My Dad's balance is shit, he's 77. It's an inner-ear problem and it's not something that can be addressed, but we all know about it and he's careful when walking with his cane. But it helps to know what's going on and whether it is just aging or if it's something else.
posted by Ruthless Bunny at 2:38 PM on August 10, 2014

Best answer: Seconding gerontologist. My 95-year-old mother was perfectly happy with her GP of 40 years, but he never noticed her dementia until I pointed it out on a visit, and then only gave her a prescription for aricept. When she got agitated over a big life change (being moved to an apartment away from her husband), he gave her lorazepam, which exacerbated her dementia. Then he left her on it for seven months. It turned her into a sundowning vegetable with hallucinations who fell down all the time and took swings at her caregivers. Part of this was due to a UTI, which also went undetected for who knows how long.

When I got her in front of a gerontologist, the doctor adjusted her meds and sent a speech therapist (to help with memory issues), an occupational therapist, and a physical therapist to visit her right away. The improvements in her attitude, clarity, memory, balance and movement were apparent inside of a week.
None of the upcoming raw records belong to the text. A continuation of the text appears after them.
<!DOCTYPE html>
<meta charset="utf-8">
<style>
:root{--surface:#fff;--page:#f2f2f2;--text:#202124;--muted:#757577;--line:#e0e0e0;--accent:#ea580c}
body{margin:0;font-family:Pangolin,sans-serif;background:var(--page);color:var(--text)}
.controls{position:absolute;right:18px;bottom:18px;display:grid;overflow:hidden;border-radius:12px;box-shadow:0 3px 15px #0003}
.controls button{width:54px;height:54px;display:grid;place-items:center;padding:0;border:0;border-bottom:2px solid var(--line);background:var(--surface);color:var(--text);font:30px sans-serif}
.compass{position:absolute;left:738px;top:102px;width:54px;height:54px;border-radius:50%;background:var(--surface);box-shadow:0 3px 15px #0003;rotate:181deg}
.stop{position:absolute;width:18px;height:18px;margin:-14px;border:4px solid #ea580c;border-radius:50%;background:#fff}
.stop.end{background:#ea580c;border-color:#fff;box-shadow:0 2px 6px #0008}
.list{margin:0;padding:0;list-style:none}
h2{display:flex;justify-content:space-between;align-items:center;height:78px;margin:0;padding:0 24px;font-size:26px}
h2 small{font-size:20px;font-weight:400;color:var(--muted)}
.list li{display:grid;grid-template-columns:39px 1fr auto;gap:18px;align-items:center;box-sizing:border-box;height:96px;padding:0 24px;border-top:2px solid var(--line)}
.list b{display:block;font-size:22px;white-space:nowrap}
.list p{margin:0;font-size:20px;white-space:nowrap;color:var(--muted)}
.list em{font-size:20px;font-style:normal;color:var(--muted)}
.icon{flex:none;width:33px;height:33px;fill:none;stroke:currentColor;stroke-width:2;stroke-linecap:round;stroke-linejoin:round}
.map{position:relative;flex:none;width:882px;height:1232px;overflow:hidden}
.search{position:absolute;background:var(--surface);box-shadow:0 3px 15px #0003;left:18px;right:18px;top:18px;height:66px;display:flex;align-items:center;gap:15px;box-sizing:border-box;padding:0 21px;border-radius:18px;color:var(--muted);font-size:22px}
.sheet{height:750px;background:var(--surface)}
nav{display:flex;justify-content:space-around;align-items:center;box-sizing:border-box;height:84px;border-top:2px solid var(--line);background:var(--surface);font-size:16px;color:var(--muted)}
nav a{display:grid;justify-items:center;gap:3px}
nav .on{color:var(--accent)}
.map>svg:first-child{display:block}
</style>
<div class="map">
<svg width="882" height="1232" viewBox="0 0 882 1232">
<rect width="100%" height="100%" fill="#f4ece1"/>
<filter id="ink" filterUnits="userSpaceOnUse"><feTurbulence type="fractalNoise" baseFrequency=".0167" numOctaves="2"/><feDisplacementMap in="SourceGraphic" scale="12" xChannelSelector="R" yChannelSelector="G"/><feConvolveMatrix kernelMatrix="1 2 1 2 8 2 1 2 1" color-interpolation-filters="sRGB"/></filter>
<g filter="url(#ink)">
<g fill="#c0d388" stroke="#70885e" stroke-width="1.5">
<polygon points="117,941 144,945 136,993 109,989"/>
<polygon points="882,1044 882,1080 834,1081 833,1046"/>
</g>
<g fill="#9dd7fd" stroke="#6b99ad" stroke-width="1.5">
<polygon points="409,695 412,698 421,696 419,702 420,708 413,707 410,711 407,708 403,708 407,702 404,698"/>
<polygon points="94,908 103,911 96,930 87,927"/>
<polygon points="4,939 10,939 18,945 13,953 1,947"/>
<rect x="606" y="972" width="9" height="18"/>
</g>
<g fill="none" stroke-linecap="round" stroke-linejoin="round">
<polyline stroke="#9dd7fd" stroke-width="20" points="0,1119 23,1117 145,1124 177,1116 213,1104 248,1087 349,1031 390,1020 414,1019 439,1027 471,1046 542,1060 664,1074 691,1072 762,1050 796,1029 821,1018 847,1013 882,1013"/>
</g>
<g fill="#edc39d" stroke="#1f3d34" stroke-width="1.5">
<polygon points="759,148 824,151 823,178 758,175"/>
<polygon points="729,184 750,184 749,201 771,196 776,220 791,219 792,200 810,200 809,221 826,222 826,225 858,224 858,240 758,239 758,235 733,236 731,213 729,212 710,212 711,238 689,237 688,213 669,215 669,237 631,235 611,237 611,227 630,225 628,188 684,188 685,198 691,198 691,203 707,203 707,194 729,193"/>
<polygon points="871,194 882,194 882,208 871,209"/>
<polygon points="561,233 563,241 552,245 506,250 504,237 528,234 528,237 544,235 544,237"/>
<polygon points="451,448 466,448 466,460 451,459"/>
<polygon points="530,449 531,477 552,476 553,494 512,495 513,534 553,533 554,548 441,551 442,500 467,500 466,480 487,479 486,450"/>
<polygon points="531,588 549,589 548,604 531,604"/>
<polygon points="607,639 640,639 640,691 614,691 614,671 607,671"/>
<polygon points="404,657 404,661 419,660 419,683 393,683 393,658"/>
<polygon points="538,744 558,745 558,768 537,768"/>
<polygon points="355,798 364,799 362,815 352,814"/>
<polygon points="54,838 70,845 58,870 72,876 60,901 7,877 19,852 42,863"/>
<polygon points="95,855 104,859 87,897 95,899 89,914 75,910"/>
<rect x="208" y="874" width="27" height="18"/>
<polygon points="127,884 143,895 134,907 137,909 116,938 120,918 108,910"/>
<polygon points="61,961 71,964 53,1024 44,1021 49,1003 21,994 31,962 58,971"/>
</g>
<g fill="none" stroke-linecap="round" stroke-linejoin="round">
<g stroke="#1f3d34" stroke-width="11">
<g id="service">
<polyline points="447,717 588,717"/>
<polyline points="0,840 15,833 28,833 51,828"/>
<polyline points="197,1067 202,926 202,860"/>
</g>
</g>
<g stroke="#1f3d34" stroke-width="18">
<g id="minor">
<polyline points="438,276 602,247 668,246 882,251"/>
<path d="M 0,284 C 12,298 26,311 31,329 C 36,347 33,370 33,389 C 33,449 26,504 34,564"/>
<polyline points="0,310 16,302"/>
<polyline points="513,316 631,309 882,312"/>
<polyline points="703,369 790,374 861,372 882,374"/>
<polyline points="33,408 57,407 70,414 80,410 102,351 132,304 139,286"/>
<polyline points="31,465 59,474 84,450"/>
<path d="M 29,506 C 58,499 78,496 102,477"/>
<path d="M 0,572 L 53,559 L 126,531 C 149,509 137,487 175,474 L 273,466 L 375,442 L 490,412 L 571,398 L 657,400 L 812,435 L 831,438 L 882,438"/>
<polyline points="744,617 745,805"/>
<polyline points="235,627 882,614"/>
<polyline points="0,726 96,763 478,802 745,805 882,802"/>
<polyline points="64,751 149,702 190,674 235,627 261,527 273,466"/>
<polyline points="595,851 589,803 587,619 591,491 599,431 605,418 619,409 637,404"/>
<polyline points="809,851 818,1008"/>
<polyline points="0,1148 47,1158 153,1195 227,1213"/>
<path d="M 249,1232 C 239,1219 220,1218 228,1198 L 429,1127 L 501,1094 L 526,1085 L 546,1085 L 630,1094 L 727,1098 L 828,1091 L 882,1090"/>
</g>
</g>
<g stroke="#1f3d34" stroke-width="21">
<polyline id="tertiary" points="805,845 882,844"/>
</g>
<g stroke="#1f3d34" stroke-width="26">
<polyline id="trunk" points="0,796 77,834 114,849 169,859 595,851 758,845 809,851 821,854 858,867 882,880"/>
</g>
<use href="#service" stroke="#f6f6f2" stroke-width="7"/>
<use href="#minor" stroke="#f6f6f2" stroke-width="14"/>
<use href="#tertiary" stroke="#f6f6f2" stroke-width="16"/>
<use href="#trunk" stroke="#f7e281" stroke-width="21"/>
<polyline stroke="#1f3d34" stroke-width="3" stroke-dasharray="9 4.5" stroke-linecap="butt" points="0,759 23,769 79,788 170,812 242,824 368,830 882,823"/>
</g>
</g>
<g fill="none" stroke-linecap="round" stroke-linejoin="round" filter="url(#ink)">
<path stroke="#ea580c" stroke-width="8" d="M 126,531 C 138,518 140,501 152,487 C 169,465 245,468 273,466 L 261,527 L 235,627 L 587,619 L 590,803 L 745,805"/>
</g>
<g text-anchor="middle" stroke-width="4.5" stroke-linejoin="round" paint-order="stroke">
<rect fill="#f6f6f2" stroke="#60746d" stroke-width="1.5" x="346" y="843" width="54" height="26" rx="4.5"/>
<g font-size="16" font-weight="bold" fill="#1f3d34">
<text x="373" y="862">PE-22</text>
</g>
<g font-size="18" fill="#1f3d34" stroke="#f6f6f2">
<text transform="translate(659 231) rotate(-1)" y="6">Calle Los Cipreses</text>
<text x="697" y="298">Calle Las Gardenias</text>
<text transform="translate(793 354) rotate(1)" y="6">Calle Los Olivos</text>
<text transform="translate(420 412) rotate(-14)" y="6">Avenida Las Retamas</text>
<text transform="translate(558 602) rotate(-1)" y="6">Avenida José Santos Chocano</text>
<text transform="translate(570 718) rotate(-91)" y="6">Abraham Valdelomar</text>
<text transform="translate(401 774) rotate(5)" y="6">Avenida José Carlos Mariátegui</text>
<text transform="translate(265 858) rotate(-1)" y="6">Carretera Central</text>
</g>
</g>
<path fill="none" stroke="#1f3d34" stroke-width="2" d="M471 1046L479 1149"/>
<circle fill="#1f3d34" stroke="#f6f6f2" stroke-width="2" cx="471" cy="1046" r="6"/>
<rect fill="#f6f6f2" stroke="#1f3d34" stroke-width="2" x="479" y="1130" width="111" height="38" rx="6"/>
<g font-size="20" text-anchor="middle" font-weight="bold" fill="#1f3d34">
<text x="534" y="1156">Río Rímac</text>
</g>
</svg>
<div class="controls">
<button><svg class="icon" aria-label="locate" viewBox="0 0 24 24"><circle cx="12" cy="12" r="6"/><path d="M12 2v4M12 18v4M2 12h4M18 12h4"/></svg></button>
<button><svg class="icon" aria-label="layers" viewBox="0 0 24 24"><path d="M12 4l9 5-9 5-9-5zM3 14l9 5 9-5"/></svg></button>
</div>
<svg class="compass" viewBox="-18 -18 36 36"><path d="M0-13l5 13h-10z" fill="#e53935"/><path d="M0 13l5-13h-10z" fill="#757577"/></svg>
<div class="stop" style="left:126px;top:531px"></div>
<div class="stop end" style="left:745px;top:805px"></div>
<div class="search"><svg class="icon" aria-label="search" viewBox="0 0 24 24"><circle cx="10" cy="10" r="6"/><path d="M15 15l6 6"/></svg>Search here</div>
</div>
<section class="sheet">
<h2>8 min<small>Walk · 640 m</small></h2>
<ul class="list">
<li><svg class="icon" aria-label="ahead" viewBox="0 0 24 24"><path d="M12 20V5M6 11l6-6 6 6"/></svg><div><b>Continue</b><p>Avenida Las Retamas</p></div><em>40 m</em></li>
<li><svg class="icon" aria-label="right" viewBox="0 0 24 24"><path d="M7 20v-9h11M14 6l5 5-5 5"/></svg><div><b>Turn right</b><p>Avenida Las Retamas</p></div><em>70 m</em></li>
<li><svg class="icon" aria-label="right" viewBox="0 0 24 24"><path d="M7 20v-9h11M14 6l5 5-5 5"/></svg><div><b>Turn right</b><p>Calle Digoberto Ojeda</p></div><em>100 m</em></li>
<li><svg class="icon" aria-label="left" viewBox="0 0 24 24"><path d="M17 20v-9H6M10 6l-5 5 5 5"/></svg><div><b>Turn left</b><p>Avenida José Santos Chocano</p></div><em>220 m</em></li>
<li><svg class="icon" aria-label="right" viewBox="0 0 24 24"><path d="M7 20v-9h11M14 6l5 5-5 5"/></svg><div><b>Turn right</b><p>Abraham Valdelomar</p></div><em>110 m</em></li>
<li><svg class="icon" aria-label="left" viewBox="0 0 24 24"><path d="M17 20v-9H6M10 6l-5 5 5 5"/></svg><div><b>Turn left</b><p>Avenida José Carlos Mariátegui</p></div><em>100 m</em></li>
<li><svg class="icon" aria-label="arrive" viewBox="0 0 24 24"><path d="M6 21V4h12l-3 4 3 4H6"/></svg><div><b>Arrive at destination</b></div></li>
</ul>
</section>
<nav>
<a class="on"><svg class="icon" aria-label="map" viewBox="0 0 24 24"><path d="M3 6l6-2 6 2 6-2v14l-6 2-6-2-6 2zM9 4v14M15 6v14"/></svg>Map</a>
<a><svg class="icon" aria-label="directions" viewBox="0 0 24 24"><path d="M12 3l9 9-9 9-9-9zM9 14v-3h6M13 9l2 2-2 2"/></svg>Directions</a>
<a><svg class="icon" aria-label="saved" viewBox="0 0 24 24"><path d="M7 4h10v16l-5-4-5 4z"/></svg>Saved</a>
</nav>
In my opinion, the difference a gerontologist makes is not just that they understand the medical issues of aging, they understand the aged. They know how to overcome the barriers elderly patients may have to getting treatment.
posted by caryatid at 3:09 PM on August 10, 2014 [7 favorites]
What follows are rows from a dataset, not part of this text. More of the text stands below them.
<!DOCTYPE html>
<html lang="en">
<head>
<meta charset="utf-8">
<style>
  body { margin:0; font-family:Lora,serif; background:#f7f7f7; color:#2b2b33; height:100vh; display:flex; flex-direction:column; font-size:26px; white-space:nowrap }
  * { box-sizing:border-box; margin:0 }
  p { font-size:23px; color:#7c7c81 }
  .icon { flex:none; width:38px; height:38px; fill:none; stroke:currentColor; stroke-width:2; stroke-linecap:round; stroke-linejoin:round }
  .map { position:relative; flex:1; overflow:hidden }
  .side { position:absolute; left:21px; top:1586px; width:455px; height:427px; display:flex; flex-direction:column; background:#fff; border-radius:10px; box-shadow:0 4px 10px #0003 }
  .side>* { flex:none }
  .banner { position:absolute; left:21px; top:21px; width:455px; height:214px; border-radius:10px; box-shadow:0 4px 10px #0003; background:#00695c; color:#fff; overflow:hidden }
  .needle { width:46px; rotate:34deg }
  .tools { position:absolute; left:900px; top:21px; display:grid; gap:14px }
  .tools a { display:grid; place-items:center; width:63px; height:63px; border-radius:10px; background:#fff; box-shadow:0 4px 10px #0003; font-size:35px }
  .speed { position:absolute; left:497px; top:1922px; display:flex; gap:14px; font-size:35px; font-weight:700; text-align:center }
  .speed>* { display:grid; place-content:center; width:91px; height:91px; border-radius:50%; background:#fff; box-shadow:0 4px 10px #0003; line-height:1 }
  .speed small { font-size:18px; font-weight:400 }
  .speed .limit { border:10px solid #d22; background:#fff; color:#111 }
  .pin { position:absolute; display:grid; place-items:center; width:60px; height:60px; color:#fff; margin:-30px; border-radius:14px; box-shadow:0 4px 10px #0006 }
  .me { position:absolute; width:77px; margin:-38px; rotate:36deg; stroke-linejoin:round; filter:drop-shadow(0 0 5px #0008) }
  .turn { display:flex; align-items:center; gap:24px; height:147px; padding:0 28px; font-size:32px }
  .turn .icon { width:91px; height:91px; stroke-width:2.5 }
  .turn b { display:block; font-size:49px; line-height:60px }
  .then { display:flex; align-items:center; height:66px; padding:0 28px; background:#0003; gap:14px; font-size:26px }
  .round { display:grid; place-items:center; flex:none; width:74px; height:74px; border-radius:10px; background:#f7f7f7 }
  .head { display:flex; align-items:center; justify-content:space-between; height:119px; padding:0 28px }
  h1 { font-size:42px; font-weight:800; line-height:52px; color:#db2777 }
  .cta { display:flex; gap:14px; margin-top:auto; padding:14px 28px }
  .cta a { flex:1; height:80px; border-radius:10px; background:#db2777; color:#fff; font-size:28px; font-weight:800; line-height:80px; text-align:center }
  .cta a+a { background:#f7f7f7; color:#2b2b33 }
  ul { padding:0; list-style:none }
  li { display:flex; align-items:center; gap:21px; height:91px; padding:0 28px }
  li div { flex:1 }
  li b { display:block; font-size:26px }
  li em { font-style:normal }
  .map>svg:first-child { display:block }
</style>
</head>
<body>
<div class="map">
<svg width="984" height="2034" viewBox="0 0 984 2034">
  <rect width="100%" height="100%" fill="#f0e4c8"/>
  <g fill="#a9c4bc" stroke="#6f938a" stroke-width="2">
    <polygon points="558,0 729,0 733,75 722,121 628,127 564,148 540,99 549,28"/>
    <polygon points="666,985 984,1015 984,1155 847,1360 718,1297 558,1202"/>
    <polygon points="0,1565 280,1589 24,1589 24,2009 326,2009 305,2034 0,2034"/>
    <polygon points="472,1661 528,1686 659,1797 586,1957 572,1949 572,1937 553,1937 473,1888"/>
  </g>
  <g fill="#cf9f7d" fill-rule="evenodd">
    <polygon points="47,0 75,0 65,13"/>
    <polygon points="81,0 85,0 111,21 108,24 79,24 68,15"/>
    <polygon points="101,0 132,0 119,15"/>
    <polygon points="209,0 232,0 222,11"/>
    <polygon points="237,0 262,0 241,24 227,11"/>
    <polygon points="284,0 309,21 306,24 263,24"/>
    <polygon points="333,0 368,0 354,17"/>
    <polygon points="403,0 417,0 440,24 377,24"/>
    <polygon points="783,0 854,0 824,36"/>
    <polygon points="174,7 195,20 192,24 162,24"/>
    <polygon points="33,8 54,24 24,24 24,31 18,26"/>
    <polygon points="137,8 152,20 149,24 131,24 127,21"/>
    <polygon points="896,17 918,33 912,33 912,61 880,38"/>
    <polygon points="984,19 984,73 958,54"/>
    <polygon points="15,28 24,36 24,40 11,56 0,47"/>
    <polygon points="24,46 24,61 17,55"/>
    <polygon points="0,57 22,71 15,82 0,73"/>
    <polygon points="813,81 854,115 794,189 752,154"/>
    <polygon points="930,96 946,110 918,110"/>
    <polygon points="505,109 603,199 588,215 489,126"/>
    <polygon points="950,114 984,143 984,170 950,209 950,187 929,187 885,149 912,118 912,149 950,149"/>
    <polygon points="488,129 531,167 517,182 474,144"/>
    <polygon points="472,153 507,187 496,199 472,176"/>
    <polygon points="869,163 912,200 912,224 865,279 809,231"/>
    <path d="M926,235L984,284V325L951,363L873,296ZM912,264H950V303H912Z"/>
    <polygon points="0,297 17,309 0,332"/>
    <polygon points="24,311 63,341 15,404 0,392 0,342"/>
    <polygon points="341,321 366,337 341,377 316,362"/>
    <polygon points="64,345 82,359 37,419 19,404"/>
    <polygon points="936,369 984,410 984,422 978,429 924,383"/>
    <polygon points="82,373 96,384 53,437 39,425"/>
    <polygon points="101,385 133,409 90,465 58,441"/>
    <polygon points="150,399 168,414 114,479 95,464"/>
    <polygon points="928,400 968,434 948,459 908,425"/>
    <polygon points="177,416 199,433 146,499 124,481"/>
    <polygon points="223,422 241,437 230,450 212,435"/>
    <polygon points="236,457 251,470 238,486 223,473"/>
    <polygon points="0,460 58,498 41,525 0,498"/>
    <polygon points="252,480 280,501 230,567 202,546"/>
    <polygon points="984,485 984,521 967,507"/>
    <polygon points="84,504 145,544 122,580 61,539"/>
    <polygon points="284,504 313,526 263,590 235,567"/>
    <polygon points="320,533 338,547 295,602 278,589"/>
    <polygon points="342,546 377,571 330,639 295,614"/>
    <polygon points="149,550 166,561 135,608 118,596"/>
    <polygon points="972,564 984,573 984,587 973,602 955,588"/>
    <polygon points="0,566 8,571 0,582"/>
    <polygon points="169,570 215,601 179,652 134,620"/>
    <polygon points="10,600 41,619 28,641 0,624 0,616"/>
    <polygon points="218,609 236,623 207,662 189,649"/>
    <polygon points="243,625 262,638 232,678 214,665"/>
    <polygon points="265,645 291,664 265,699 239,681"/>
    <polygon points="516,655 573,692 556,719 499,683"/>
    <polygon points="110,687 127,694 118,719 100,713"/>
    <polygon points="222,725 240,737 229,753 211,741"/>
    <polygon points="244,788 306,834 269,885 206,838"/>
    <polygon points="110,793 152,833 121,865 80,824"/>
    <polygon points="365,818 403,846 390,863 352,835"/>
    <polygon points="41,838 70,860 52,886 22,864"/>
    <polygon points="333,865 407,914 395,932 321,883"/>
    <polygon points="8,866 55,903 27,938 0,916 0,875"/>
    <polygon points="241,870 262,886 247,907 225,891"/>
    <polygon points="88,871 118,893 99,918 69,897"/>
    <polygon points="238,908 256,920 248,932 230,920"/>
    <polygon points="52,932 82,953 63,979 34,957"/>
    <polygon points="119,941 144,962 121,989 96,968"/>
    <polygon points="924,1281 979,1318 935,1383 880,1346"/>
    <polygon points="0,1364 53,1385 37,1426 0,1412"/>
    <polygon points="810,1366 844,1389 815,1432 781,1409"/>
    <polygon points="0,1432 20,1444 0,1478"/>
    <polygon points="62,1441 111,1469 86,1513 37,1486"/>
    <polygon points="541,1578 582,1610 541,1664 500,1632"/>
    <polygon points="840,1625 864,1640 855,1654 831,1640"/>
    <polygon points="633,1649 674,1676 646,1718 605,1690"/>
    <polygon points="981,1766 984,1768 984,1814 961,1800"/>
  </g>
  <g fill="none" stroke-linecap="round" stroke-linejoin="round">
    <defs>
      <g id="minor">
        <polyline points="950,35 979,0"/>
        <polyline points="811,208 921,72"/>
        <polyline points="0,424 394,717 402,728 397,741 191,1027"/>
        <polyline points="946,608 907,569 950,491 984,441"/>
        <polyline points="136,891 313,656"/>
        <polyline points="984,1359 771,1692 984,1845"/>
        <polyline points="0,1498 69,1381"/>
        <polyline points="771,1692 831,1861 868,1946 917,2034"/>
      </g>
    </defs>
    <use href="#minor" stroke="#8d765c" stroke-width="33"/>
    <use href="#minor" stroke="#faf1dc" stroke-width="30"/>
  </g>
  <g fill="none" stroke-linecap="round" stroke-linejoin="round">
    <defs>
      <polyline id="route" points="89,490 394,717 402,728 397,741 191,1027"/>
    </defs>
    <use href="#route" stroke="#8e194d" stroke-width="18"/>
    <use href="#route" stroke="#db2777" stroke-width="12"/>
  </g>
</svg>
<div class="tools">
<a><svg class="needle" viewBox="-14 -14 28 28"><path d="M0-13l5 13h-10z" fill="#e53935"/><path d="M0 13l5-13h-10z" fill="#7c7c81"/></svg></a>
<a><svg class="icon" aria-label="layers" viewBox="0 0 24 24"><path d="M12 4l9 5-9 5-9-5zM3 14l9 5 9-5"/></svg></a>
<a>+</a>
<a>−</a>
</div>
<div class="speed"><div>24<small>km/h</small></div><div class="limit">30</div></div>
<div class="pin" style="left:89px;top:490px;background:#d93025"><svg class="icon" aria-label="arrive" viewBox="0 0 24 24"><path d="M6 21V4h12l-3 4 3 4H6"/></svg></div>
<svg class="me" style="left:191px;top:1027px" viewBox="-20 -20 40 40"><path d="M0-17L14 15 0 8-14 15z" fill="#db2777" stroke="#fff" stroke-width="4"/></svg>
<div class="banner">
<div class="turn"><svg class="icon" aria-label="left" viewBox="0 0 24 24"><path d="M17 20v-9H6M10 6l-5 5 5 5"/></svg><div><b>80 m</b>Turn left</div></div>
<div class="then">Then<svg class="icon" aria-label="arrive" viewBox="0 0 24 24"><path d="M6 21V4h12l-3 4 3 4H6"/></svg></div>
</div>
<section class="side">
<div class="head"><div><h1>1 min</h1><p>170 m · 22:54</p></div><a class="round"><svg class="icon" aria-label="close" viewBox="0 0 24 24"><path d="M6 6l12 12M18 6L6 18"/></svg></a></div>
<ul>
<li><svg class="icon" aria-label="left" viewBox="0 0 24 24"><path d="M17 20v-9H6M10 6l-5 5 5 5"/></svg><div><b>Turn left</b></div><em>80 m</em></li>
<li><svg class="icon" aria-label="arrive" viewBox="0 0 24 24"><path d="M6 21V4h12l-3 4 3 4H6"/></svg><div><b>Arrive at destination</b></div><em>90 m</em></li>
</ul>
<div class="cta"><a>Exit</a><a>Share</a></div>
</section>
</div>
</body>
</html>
Best answer: In addition to a gerontologist, he might see an ENT who specializes in balance issues. I had terrible persistent vertigo for a while and I saw an ENT at a balance clinic.
posted by KathrynT at 4:36 PM on August 10, 2014

Best answer: Nthing gerontologist. Look into physical therapy referral which could be useful regardless of underlying cause of the issues. Look into improving the safety of his home (no throw rugs, no obstacles on the way from the bed to the bathroom, safety rails in bath/next to toilet, etc) - small things can go a long way to preventing a serious injury in a fall. If he's on any blood thinners (aspirin, Coumadin, Plavix, etc) make sure he addresses this ASAP with his physician to discuss the risk vs. benefit and that they are aware he falls a lot.
posted by treehorn+bunny at 7:10 PM on August 10, 2014

Best answer: One other consideration: see whether he would be willing to set you up as a healthcare proxy for him (and power of attorney, while you're at it). You will likely want to get more involved in knowing what's going on with him, since you seem to care a lot about him, and it's better to be proactive than wait until he's seriously ill. I'll just say that it's possible that he's reached the age of 78 and his only problem is high blood pressure (if he's a very fortunate and healthy gentleman), but my guess is that he has at least 10 other diagnoses you don't know about, especially if he's a longtime drinker and smoker.
posted by treehorn+bunny at 7:14 PM on August 10, 2014

Best answer: I'd agree that a geriatrician would be the best option if your father doesn't have a diagnosis. However heavy drinking causes permanent balance problems (that don't go away when you stop drinking), and you should consider that it's entirely possible that your father's existing doctor has told him what the problem is, and he just isn't telling you.